The first row alerts the user that lines 1-12 of main.arr from sub1/ "match" with lines 1-13 of main.arr from sub3/, so they might want to inspect those areas of each submission to determine if plagiarism did indeed occur.

What should be considered similar?

What if I were to take someone else's program, inject whitespace all over, and rename every identifier so the copy bears little resemblance to the original at first glance?

Our system should catch this—and indeed, for this very reason, we have several preprocessing steps in place to "normalize" programs before they are fingerprinted.

Fingerprinting works by hashing substrings, right? So, for plagiarism to be detected, significant amounts of matching substrings must be detected. Therefore, our goal in normalizing has been to immunize the system against any program transformations someone could use to effectively alter the program text in many places (thereby disrupting matching substrings) while not altering the meaning of the program (thereby still reaping the benefits of having copied the work in the first place).

We do this through 5 transformations, all with the intent of eliminating differences between programs that shouldn't be considered important:

Transformation Why?
Normalize identifiers So you can't get away with just renaming variables.
Remove type annotations Pyret's type annotations are optional, meaning types could be easily injected/removed, to the detriment of matching substrings.
Remove whitespace Whitespace can also easily be injected (or removed) pretty much anywhere.
Remove docstrings Docstrings are less of a concern due to their more restricted usage, but they still don't affect program meaning and shouldn't differentiate programs.
Remove comments Like whitespace, can be easily injected/removed.

As an (unrealistically small) example, consider the following two programs:

original.arr

fun evens(l :: List<Number>) -> List<Number>:
  doc: "Produces a list of the even numbers in l"
  l.filter(lam(n): num-modulo(n, 2) == 0 end)
end

copied.arr

fun only-even-nums(input):
  doc: "Get only the evens from the input list"
  input.filter(
    lam(num :: Number) -> Boolean:
      num-modulo(num, 2) == 0
    end)
end

The copied.arr version has employed several tricks. However, once normalized, both programs appear identically as:

funv(v):v.v(lam(v):v(v,2)==0end)end

As a result, the copy will likely be detected.

What about presenting overlap?

Once we've determined which pairs of submissions share enough fingerprints for there to be suspicion of plagiarism, we'd like to present this overlap to the user. The goal is, after all, for them to check out more thoroughly the matching spots pointed out by Moss—we just narrow down where to look.

The fact is, however, matching fingerprints just aren't very meaningful to the user. To show overlap in submissions, we could just display each fingerprint that matches and show which parts of files in each submission it matched with, but this leaves much to desire.

Not only could this get unwieldy as the noise/guarantee threshold are tweaked, but by treating the fingerprints in isolation, we're actually ignoring the fact that where and how fingerprints show up is quite important.

Consider for a moment a pair of submissions, A and B:

Shared fingerprint hashes are shown in red.

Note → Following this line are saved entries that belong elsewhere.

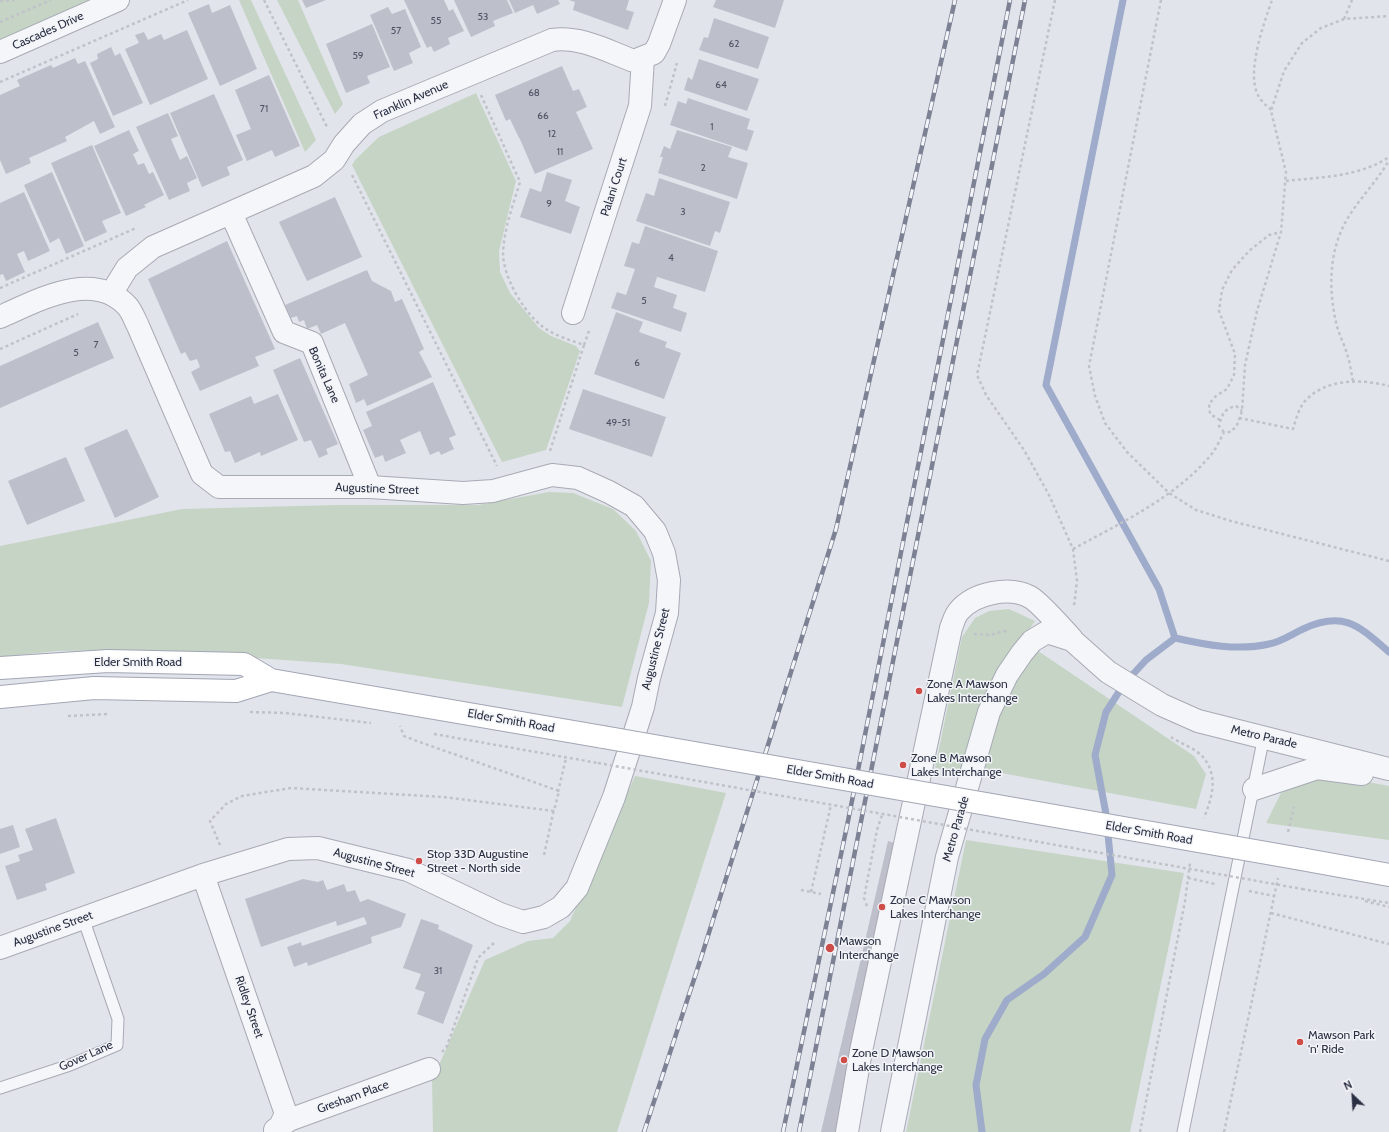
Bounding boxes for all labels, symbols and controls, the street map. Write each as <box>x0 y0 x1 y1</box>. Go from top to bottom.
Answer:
street label: Cascades Drive <box>10 9 86 53</box>
house number: 53 <box>478 11 488 23</box>
house number: 55 <box>431 15 441 27</box>
house number: 57 <box>391 25 401 37</box>
house number: 62 <box>729 38 739 50</box>
house number: 59 <box>352 50 364 62</box>
street label: Franklin Avenue <box>371 77 451 123</box>
house number: 64 <box>715 79 727 91</box>
house number: 68 <box>528 87 540 99</box>
house number: 71 <box>260 103 268 115</box>
house number: 66 <box>537 110 549 122</box>
house number: 1 <box>710 121 714 133</box>
house number: 12 <box>548 128 556 140</box>
house number: 11 <box>557 146 563 158</box>
street label: Palani Court <box>598 156 630 218</box>
house number: 2 <box>700 162 706 174</box>
house number: 9 <box>546 198 552 210</box>
house number: 3 <box>680 206 686 218</box>
house number: 4 <box>668 252 674 264</box>
house number: 5 <box>641 295 647 307</box>
house number: 7 <box>93 339 99 351</box>
street label: Bonita Lane <box>305 345 343 405</box>
house number: 5 <box>73 347 79 359</box>
house number: 6 <box>634 357 640 369</box>
house number: 49-51 <box>606 417 630 429</box>
street label: Augustine Street <box>335 480 419 498</box>
street label: Augustine Street <box>639 607 673 691</box>
street label: Elder Smith Road <box>94 655 182 669</box>
place label: Zone A Mawson Lakes Interchange <box>927 677 1018 705</box>
marker: Zone A Mawson Lakes Interchange <box>914 686 924 696</box>
street label: Elder Smith Road <box>466 706 556 736</box>
street label: Metro Parade <box>1230 722 1298 752</box>
place label: Zone B Mawson Lakes Interchange <box>911 751 1002 779</box>
marker: Zone B Mawson Lakes Interchange <box>898 760 908 770</box>
street label: Elder Smith Road <box>785 762 875 792</box>
street label: Metro Parade <box>940 795 972 863</box>
street label: Elder Smith Road <box>1104 818 1194 848</box>
street label: Augustine Street <box>332 845 416 881</box>
place label: Stop 33D Augustine Street - North side <box>427 847 528 875</box>
marker: Stop 33D Augustine Street - North side <box>414 856 424 866</box>
place label: Zone C Mawson Lakes Interchange <box>890 893 981 921</box>
marker: Zone C Mawson Lakes Interchange <box>877 902 887 912</box>
street label: Augustine Street <box>11 908 95 950</box>
place label: Mawson Interchange <box>839 934 899 962</box>
marker: Mawson Interchange <box>824 942 836 954</box>
house number: 31 <box>434 965 442 977</box>
street label: Ridley Street <box>232 974 266 1040</box>
place label: Mawson Park 'n' Ride <box>1308 1028 1375 1056</box>
marker: Mawson Park 'n' Ride <box>1295 1037 1305 1047</box>
street label: Gover Lane <box>57 1038 115 1074</box>
place label: Zone D Mawson Lakes Interchange <box>852 1046 943 1074</box>
marker: Zone D Mawson Lakes Interchange <box>839 1055 849 1065</box>
north arrow <box>1333 1076 1373 1116</box>
street label: Gresham Place <box>315 1077 391 1117</box>
text: N <box>1341 1077 1354 1093</box>

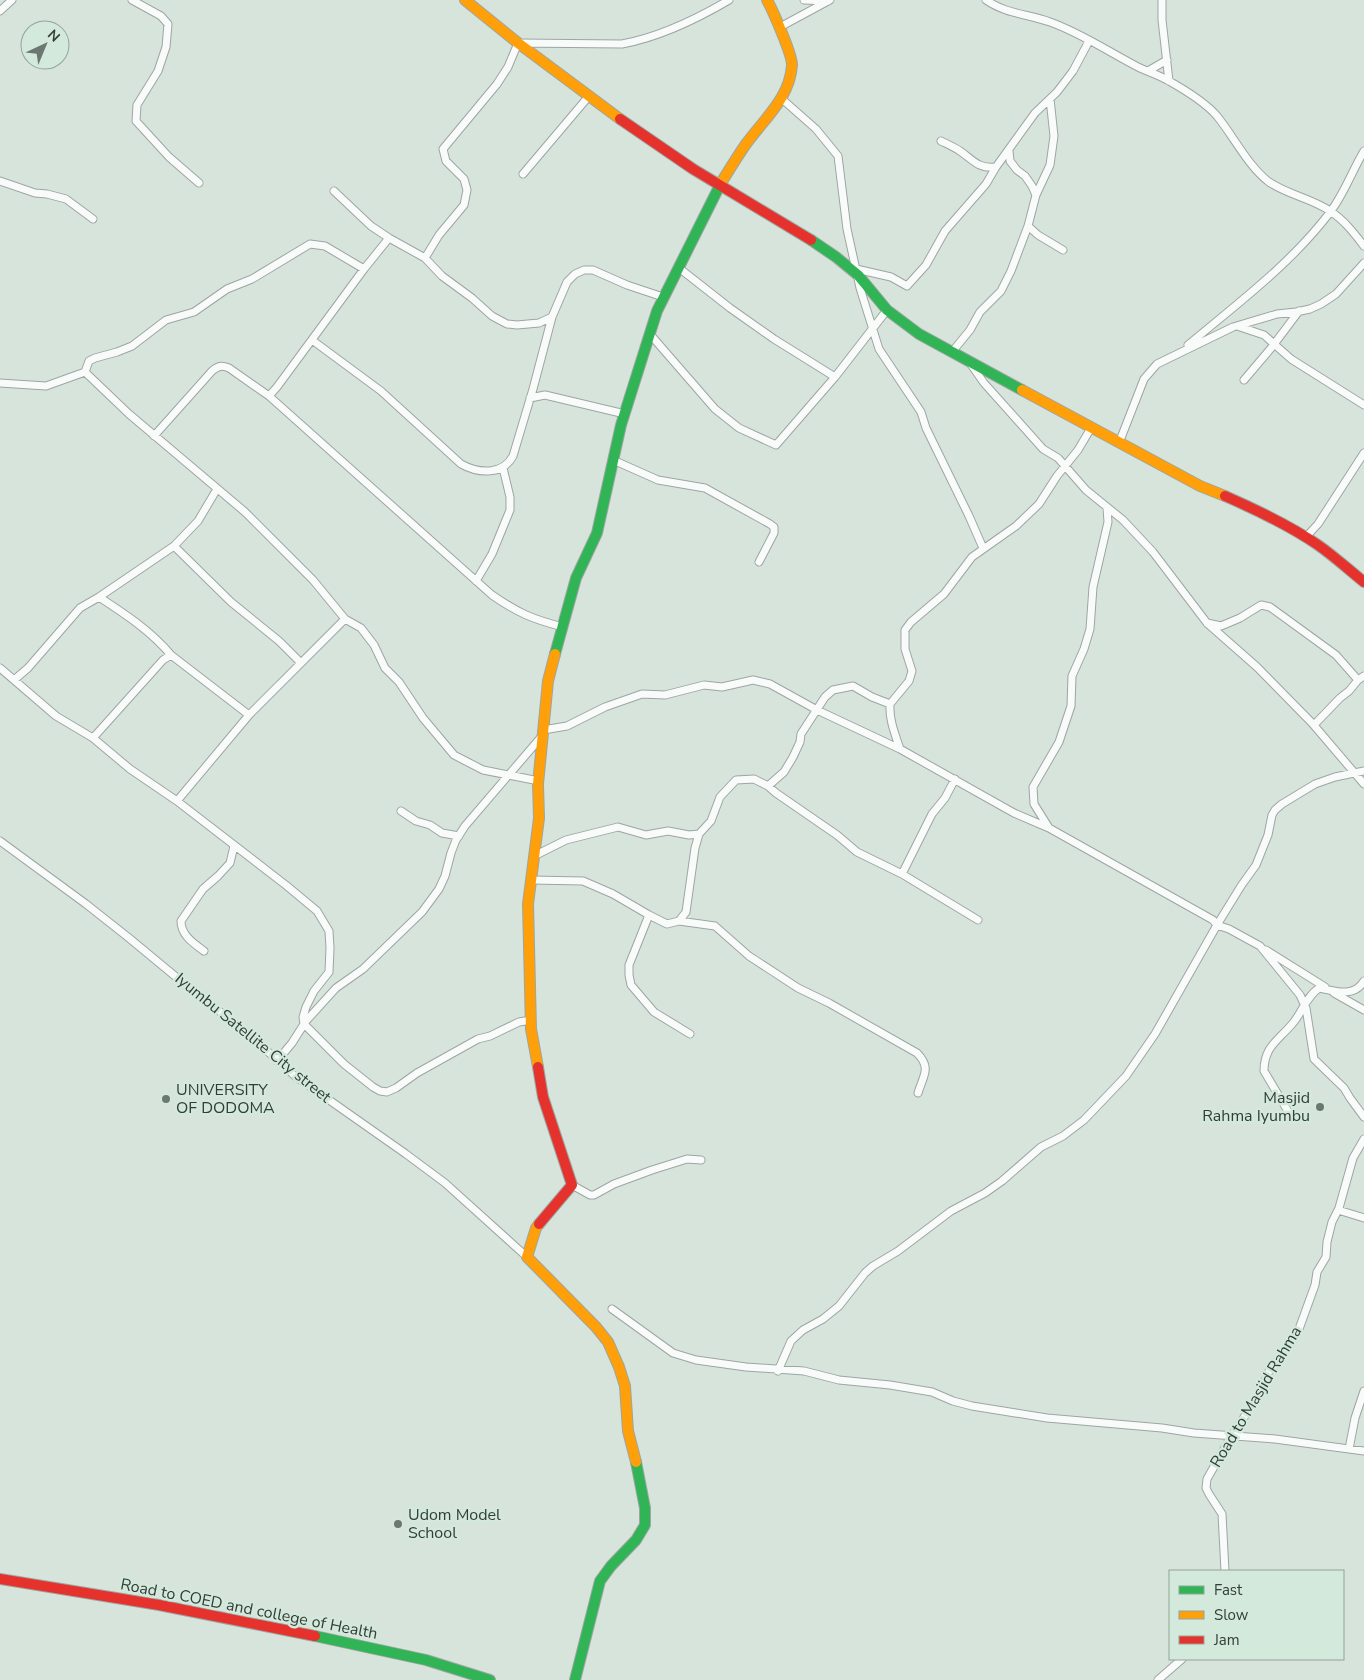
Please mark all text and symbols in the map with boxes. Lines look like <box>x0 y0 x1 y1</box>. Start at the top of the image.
north arrow <box>20 20 70 70</box>
text: N <box>43 26 64 46</box>
street label: Iyumbu Satellite City street <box>170 968 336 1108</box>
place label: UNIVERSITY OF DODOMA <box>176 1079 275 1119</box>
place label: Masjid Rahma Iyumbu <box>1202 1087 1310 1127</box>
marker: UNIVERSITY OF DODOMA <box>160 1093 172 1105</box>
marker: Masjid Rahma Iyumbu <box>1314 1101 1326 1113</box>
street label: Road to Masjid Rahma <box>1205 1322 1307 1472</box>
place label: Udom Model School <box>408 1504 501 1544</box>
marker: Udom Model School <box>392 1518 404 1530</box>
legend <box>1169 1570 1344 1660</box>
street label: Road to COED and college of Health <box>118 1573 380 1645</box>
text: Fast <box>1214 1580 1243 1600</box>
text: Slow <box>1214 1605 1249 1625</box>
text: Jam <box>1213 1630 1240 1650</box>

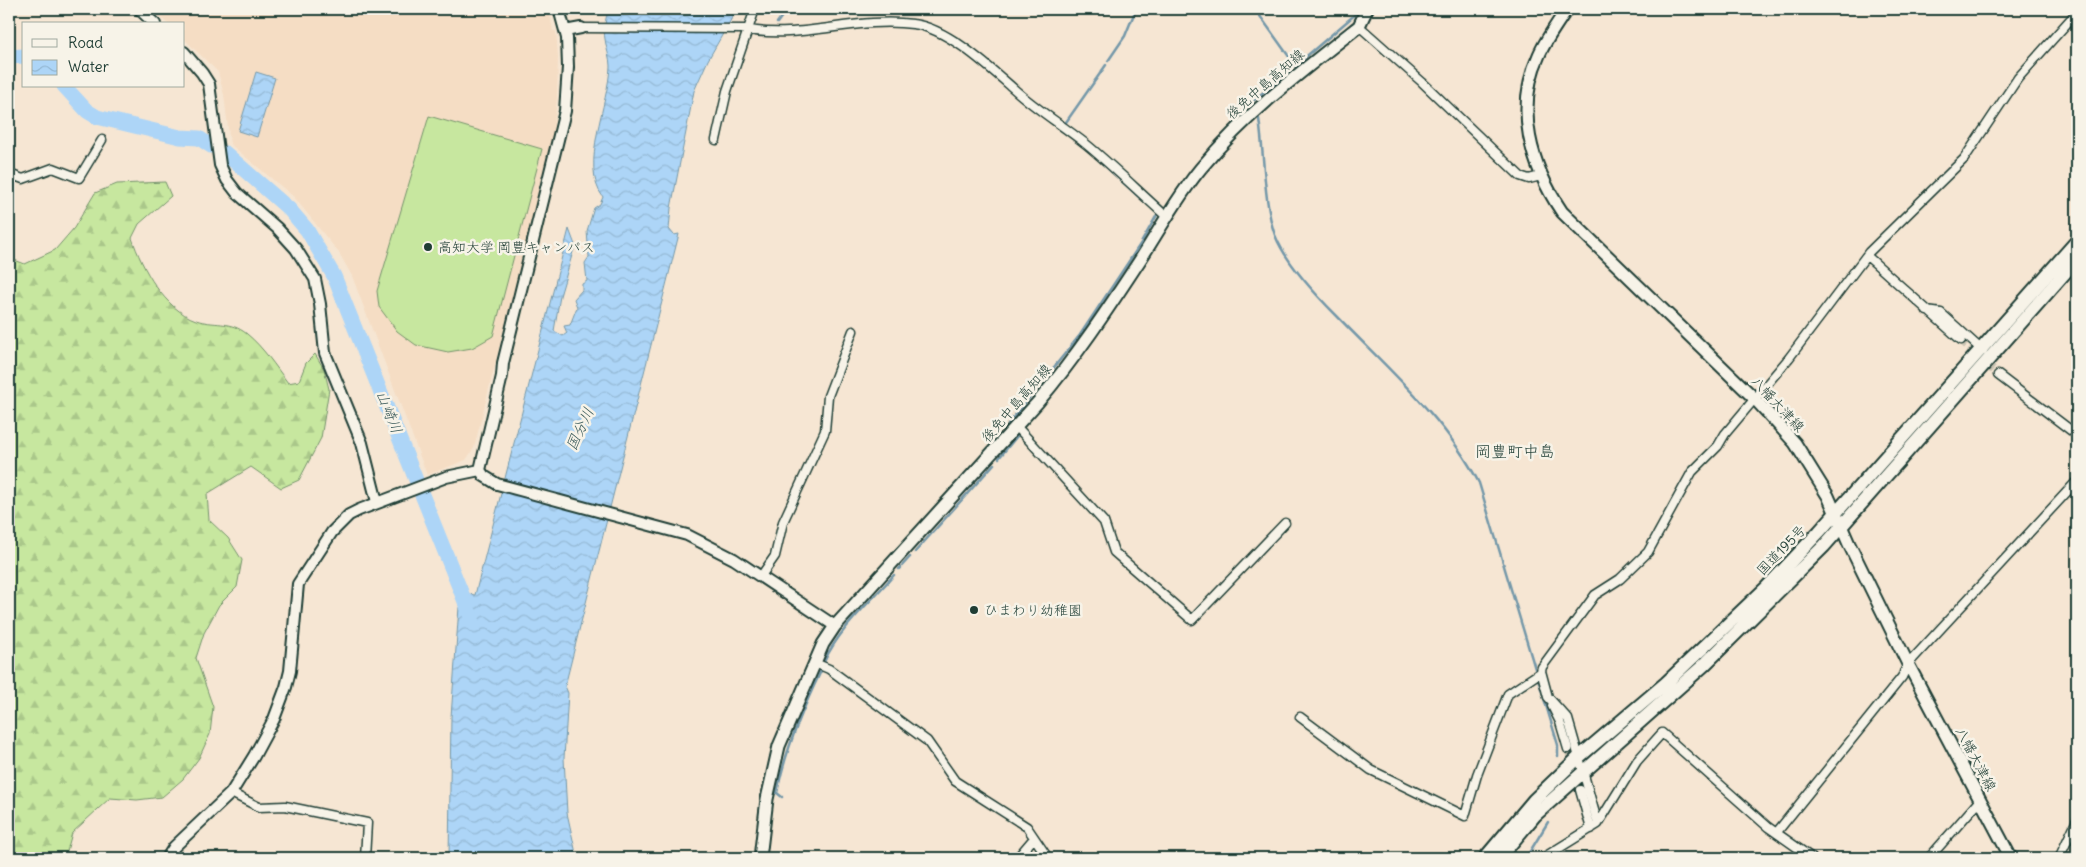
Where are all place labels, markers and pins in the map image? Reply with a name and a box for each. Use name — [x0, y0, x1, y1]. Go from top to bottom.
place label: 高知大学 岡豊キャンパス — [438, 238, 595, 256]
marker: 高知大学 岡豊キャンパス — [422, 241, 434, 253]
place label: ひまわり幼稚園 — [984, 601, 1082, 619]
marker: ひまわり幼稚園 — [968, 604, 980, 616]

You may notice that, in fact, many of the shared fingerprints don't show up alone, but are part of larger substrings that are shared. (If you hover over the above image, you can see some of these shared substrings highlighted)

This is no coincidence: in fact, we expect such substrings to appear in instances of plagiarism. Because fingerprints come from a process of hashing consecutive substrings, if a significant portion of a document has been copied, then we should expect to see not just one, but maybe two or three or many matching fingerprints show up in sequence. The size of such substrings is salient: the longer the substring, the larger the section that has been copied.

So, how do we present overlap to the user?

By analyzing shared substrings of fingerprints, with the goal of upholding the following property:

If a fingerprint is shared, then one of the longest common substrings that includes that fingerprint appears in the output.

Longest common substrings are chosen so that we maximize the matching regions in which each fingerprint is found: the idea is the display each fingerprint in its largest matching context.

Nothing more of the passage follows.